### Given data
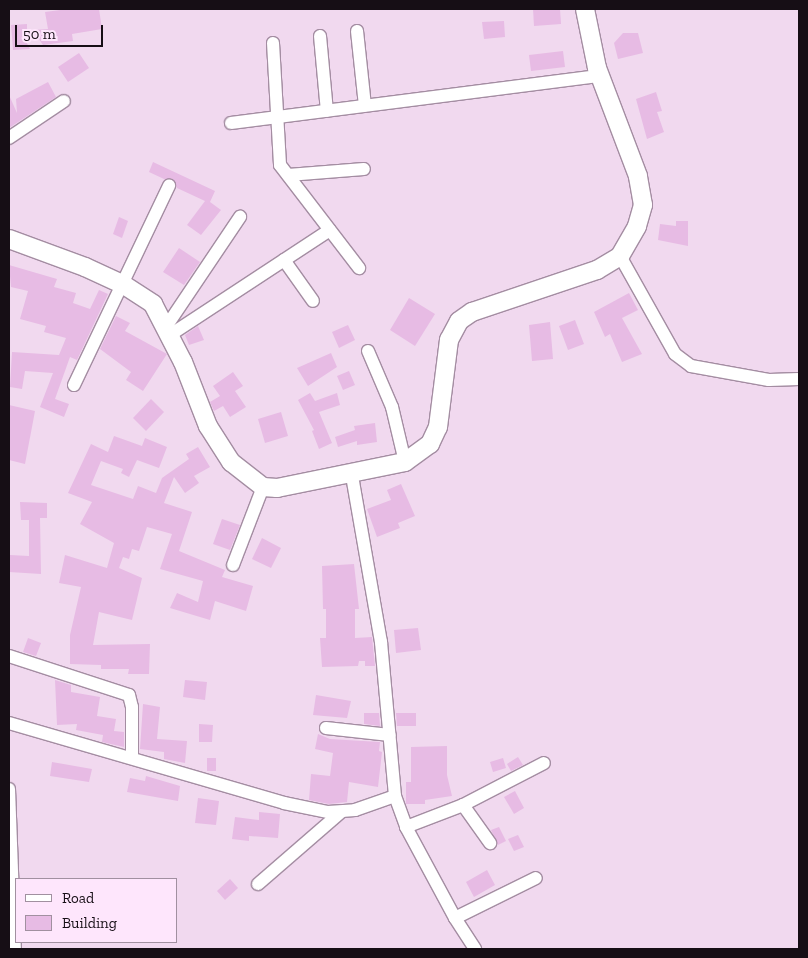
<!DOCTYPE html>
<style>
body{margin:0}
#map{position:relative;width:808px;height:958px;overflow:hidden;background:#f1d9ef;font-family:"Zilla Slab",serif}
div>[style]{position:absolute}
.building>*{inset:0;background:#e7bbe4}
.roads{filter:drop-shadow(1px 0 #a48da2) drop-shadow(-1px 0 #a48da2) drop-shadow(0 1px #a48da2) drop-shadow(0 -1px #a48da2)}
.street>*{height:12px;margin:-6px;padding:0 6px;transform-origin:6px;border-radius:6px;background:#fff}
.secondary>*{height:18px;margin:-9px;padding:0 9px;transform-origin:9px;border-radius:9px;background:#fff}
span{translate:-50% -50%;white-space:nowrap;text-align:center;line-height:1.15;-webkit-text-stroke:4px #fee6fc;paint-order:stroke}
.frame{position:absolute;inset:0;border:10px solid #160e15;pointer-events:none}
.legend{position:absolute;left:15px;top:878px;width:162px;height:65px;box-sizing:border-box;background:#fee6fc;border:1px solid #a190a0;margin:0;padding:6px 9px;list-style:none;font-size:15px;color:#160e15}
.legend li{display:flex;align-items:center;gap:10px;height:25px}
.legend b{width:25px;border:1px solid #a190a0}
.scale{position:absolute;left:15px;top:25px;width:88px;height:22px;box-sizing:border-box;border:2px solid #160e15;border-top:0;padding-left:6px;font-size:15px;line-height:18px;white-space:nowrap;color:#160e15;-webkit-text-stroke:4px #fee6fc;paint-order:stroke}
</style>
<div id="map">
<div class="building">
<i style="clip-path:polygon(68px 9px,99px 9px,102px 29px,72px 34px,73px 41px,43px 45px,33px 30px,48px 29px,45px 12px)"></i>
<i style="clip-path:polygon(533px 9px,560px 9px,561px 24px,534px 26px)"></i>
<i style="clip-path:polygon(504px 21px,505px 37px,484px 39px,482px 22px)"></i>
<i style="clip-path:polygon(27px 24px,27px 33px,23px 36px,30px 49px,13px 50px,11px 25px)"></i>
<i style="clip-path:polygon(623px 33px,638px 33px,643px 53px,618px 59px,614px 43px)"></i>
<i style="clip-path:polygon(563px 51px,565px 67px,531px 71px,529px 55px)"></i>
<i style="clip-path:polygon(79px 53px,89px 68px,68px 82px,58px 67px)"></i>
<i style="clip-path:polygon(48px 82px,56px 97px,9px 128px,9px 95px,17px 113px,16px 99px)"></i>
<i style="clip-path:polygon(656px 92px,662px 111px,657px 112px,664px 132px,647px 139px,636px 99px)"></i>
<i style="clip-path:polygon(153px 162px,215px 191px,210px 202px,221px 210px,201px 235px,187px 225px,205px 201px,177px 188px,173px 179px,164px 179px,149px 172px)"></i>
<i style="clip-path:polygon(119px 217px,128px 221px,122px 238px,113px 234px)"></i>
<i style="clip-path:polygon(676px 221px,688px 221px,688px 246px,658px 240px,660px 224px,676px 226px)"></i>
<i style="clip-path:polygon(179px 248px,200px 262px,184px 285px,163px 272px)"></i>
<i style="clip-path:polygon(9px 265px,57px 279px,54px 287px,76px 293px,73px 303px,90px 309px,99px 290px,108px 294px,77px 360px,70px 357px,55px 399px,69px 404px,64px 417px,40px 407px,53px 373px,25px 371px,22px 389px,10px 387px,12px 352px,59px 355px,66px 338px,44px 332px,46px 326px,20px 319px,28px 291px,11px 287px)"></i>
<i style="clip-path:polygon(629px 293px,638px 310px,622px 318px,642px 354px,622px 362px,610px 334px,605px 337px,594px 312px)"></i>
<i style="clip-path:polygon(409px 298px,435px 314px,415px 346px,390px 330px)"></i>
<i style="clip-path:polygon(116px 316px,130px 323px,125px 331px,167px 354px,143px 391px,126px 380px,131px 372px,100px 349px)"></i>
<i style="clip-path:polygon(575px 320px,584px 344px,568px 350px,559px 326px)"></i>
<i style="clip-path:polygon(550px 322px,553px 359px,532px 361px,529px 325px)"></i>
<i style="clip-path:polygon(348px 325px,355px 340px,339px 348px,332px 332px)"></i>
<i style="clip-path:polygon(198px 326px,204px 340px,189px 345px,185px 335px)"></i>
<i style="clip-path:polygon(331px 353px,337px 367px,308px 386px,297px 368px)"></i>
<i style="clip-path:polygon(349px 371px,355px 385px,343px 390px,337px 376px)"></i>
<i style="clip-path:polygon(233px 372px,243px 386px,235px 391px,246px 407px,230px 417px,223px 406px,214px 411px,210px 402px,220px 396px,213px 386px)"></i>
<i style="clip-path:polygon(310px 393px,315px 401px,337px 393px,340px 405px,319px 412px,332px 443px,319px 449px,312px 431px,314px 430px,298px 400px)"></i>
<i style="clip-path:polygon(151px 399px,164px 412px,146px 431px,133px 418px)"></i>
<i style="clip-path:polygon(9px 405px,35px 411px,25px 464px,9px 460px)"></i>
<i style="clip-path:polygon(281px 412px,288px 436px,265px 443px,258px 419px)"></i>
<i style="clip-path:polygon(375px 423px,377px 442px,357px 445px,357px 441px,338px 447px,335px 437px,355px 430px,354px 426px)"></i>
<i style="clip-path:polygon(114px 436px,142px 446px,145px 438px,167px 447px,159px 468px,137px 460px,129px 477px,121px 473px,123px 469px,101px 461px,91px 485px,133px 499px,138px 486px,156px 493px,162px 478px,189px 459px,186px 454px,198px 447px,210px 467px,194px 476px,199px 483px,185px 493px,174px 477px,164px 503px,192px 512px,179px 551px,225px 570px,222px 577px,253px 586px,246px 611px,215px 601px,210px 620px,170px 608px,177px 593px,198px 602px,203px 581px,160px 569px,172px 534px,147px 527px,139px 551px,132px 549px,129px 559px,123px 557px,119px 568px,142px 578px,132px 620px,99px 612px,93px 645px,150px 644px,149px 674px,128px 674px,129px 669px,101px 669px,101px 665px,70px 664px,70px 635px,81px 587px,59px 583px,65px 555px,107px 568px,114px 543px,80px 524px,92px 502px,68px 493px,91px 444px,108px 452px)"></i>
<i style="clip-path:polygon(401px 484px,415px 516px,398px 523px,400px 528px,377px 537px,367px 509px,391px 500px,387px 490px)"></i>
<i style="clip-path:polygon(20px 502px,47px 503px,47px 518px,40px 518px,41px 574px,9px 572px,10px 555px,29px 556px,29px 520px,21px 520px)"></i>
<i style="clip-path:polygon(222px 519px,240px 525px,230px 550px,213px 544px)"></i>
<i style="clip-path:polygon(262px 538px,281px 548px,271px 568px,252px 559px)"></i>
<i style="clip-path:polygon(354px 564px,359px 609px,355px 609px,355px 638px,372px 637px,375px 666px,365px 666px,365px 661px,359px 661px,358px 666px,322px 667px,320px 638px,326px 638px,326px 609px,323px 609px,322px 566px)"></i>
<i style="clip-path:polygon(418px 628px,421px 650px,396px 653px,394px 630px)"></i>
<i style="clip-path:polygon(28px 638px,41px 643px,36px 656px,23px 652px)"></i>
<i style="clip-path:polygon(55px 680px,71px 685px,71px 692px,100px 697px,97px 716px,116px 719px,114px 731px,124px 732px,124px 747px,102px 742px,103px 735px,76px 730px,77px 724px,57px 725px)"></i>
<i style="clip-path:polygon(185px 680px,207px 682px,205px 700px,183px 697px)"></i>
<i style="clip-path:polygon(316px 695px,351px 701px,347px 718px,313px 715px)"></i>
<i style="clip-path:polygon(143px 704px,160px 707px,157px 739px,187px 741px,185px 763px,164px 759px,164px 752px,140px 749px)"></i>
<i style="clip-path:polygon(364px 713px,379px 713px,380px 726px,364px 724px)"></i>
<i style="clip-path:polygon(396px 713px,416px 713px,416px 726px,397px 726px)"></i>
<i style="clip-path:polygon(199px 724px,213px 725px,212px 742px,199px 742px)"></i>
<i style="clip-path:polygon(318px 734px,330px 739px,380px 742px,379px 751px,382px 752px,378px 787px,349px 782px,347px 802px,329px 804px,309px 800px,311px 774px,330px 776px,333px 753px,315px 749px)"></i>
<i style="clip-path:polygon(447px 746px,447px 775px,452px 796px,425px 800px,425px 804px,406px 804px,406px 782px,411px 782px,411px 747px)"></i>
<i style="clip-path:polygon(518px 757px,523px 765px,511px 771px,507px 764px)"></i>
<i style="clip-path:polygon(207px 758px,216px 758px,216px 771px,207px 771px)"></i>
<i style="clip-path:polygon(503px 758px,506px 768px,493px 772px,490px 762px)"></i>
<i style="clip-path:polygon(52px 762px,92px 769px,89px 782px,50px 776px)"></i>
<i style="clip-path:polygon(146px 776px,180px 786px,178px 801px,127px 792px,130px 778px,145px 781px)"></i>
<i style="clip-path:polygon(515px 791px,524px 808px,514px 814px,504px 797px)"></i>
<i style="clip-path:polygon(198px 798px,219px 801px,216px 825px,195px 823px)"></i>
<i style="clip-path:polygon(259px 812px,280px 814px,278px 838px,249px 836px,249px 841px,232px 839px,235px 817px,259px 820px)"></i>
<i style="clip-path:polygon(499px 827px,506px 841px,498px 845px,491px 830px)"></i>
<i style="clip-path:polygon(518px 835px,524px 847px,514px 851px,508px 839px)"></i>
<i style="clip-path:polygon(487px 870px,495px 885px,474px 897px,466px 882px)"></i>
<i style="clip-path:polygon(230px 879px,238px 888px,225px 900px,217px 891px)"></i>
</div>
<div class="roads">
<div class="street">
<i style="left:357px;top:31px;width:75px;rotate:83.9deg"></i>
<i style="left:320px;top:36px;width:75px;rotate:84.7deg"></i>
<i style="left:273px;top:43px;width:122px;rotate:86.7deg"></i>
<i style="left:280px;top:165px;width:130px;rotate:52.5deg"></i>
<i style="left:231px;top:123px;width:372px;rotate:-7.3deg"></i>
<i style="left:9px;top:138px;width:66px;rotate:-33.9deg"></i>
<i style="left:288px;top:175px;width:76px;rotate:-4.5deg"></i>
<i style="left:620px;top:256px;width:112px;rotate:60.7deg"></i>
<i style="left:675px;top:354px;width:20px;rotate:37deg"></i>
<i style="left:691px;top:366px;width:79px;rotate:10.2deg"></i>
<i style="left:769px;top:380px;width:30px;rotate:-2deg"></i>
<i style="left:284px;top:260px;width:50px;rotate:54.7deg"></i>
<i style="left:166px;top:327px;width:133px;rotate:-56.1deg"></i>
<i style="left:170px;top:335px;width:191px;rotate:-33.3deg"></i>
<i style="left:368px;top:351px;width:61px;rotate:66.8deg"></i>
<i style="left:392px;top:407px;width:57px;rotate:76.7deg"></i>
<i style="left:74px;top:385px;width:221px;rotate:-64.5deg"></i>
<i style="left:233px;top:565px;width:84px;rotate:-69deg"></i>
<i style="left:9px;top:656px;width:126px;rotate:18deg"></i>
<i style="left:129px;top:695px;width:12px;rotate:76deg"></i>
<i style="left:132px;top:707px;width:50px;rotate:90deg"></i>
<i style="left:9px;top:723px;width:286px;rotate:16.2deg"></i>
<i style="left:284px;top:803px;width:45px;rotate:11.6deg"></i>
<i style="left:328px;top:812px;width:27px;rotate:-4deg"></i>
<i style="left:355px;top:810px;width:42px;rotate:-19.3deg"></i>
<i style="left:395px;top:796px;width:155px;rotate:-95.2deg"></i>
<i style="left:381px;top:642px;width:169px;rotate:-99.9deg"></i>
<i style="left:326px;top:728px;width:64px;rotate:6.2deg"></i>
<i style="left:9px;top:789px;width:160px;rotate:87.9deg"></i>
<i style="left:395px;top:796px;width:33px;rotate:70deg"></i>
<i style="left:406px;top:827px;width:103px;rotate:61.7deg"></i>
<i style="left:455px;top:918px;width:90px;rotate:-26.3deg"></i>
<i style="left:463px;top:805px;width:47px;rotate:54.6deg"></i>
<i style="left:406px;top:827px;width:61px;rotate:-21.1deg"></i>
<i style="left:463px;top:805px;width:91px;rotate:-27.4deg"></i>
<i style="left:258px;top:884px;width:110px;rotate:-40.9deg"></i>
<i style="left:455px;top:918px;width:37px;rotate:57deg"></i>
</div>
<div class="secondary">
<i style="left:9px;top:239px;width:81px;rotate:20.2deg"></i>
<i style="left:85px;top:267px;width:43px;rotate:24.8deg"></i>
<i style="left:124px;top:285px;width:35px;rotate:33deg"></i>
<i style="left:153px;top:304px;width:65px;rotate:62.7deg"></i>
<i style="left:183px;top:362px;width:69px;rotate:68.7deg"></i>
<i style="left:208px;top:426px;width:43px;rotate:57.4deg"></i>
<i style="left:231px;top:462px;width:41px;rotate:38deg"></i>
<i style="left:263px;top:487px;width:14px;rotate:4deg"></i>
<i style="left:277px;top:488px;width:131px;rotate:-11.5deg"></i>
<i style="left:405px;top:462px;width:31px;rotate:-36deg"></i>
<i style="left:430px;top:444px;width:19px;rotate:-65deg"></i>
<i style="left:438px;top:427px;width:88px;rotate:-82.8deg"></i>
<i style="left:449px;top:340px;width:21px;rotate:-62deg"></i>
<i style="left:459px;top:321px;width:16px;rotate:-35deg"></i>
<i style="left:472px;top:312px;width:132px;rotate:-18.6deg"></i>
<i style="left:597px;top:270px;width:27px;rotate:-31deg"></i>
<i style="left:620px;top:256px;width:34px;rotate:-60deg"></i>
<i style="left:637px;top:226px;width:22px;rotate:-74deg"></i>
<i style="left:643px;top:205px;width:29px;rotate:-100deg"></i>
<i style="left:638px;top:176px;width:116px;rotate:-110.8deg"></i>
<i style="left:597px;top:68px;width:60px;rotate:-101.5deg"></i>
</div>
</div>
<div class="frame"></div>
<ul class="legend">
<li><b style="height:6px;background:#fff"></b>Road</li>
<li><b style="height:14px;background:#e7bbe4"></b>Building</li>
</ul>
<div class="scale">50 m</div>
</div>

### Activity
Leave out any pictures and return exactly the lines from the beginning of the data through the line with "0 #a48da2) drop-shadow(-1px", inclusive.

### Exercise solution
<!DOCTYPE html>
<style>
body{margin:0}
#map{position:relative;width:808px;height:958px;overflow:hidden;background:#f1d9ef;font-family:"Zilla Slab",serif}
div>[style]{position:absolute}
.building>*{inset:0;background:#e7bbe4}
.roads{filter:drop-shadow(1px 0 #a48da2) drop-shadow(-1px 0 #a48da2) drop-shadow(0 1px #a48da2) drop-shadow(0 -1px #a48da2)}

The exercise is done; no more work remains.